- Born: 1888 Grimsby, Lincolnshire, England
- Died: 1965 (aged 76–77)
- Known for: Second flight from Great Britain to Ireland, 26 April 1912
- Aviation career
- Flight license: 1 October 1912 London

= Vivian Hewitt =

Welsh aviator (1888–1965)

Vivian Vaughan Davies Hewitt (1888–1965) was a pioneering Welsh aviator. Born in Grimsby, he moved to Bodfari, Denbighshire, Wales, his mother's family home, on the death of his father during his childhood.

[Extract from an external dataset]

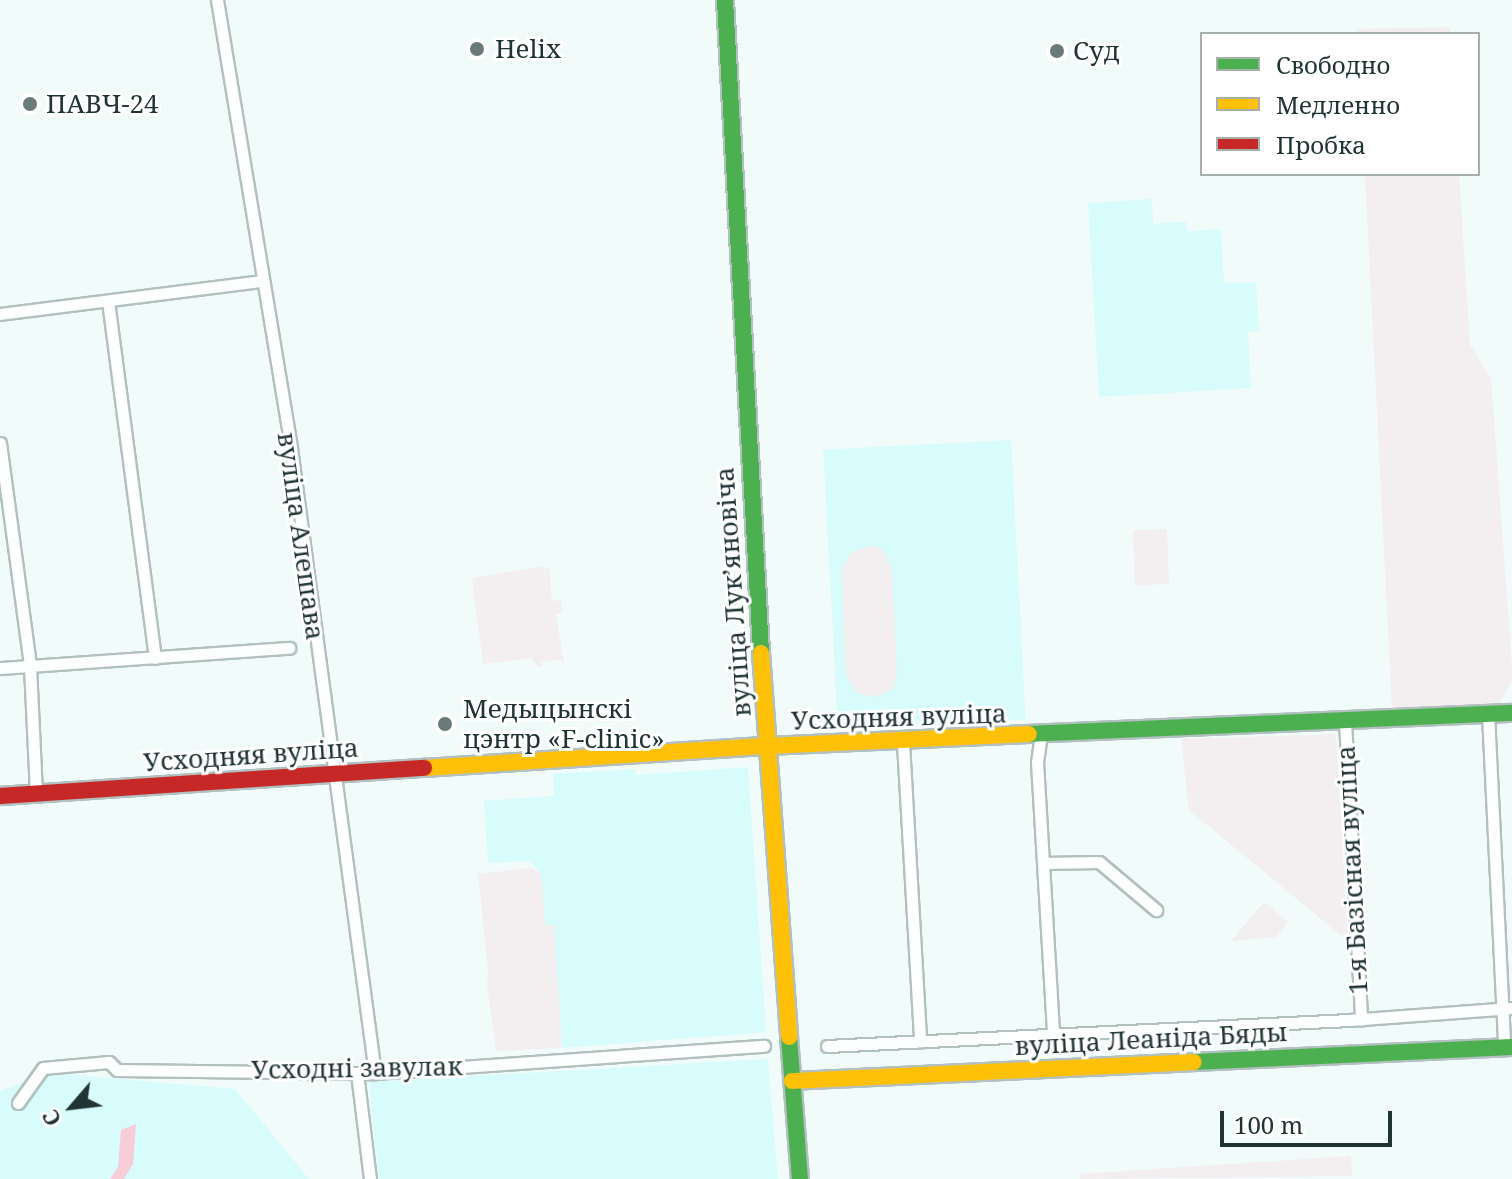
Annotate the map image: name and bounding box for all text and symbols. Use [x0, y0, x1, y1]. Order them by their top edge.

On 26 April 1912, Hewitt successfully completed a flight between Holyhead and Dublin, landing in the Phoenix Park. Interviewed by the press, he expressed the view that Damer Leslie Allen, who had disappeared a few days earlier whilst attempting the same flight, had been insufficiently experienced as an aviator for a task of such difficulty.

Although widely reported to be the first person to cross the sea from Great Britain to Ireland in an aeroplane, several days earlier, on 22 April Denys Corbett Wilson had flown from Goodwick in Pembrokeshire to Enniscorthy. Nevertheless, the view was expressed at the time that Hewitt's flight was "a more difficult and dangerous feat" than Corbett Wilson's.

Hewitt was also a keen ornithologist and set up a bird sanctuary at his home of Bryn Aber at Cemlyn Bay, Anglesey, which is now managed by The North Wales Wildlife Trust. He was known as the "world’s greatest private Great Auk collector", as he built up a collection of the skins and eggs of these extinct birds. Hewitt was also believed to have owned some or all of the Metland Egg, when he bought F. G. Lupton's egg collection in the early 1940s, although the location of the eggs is unknown after that. Hewitt's specimens are now in museums in Cardiff, Birmingham, Los Angeles, and Cincinnati.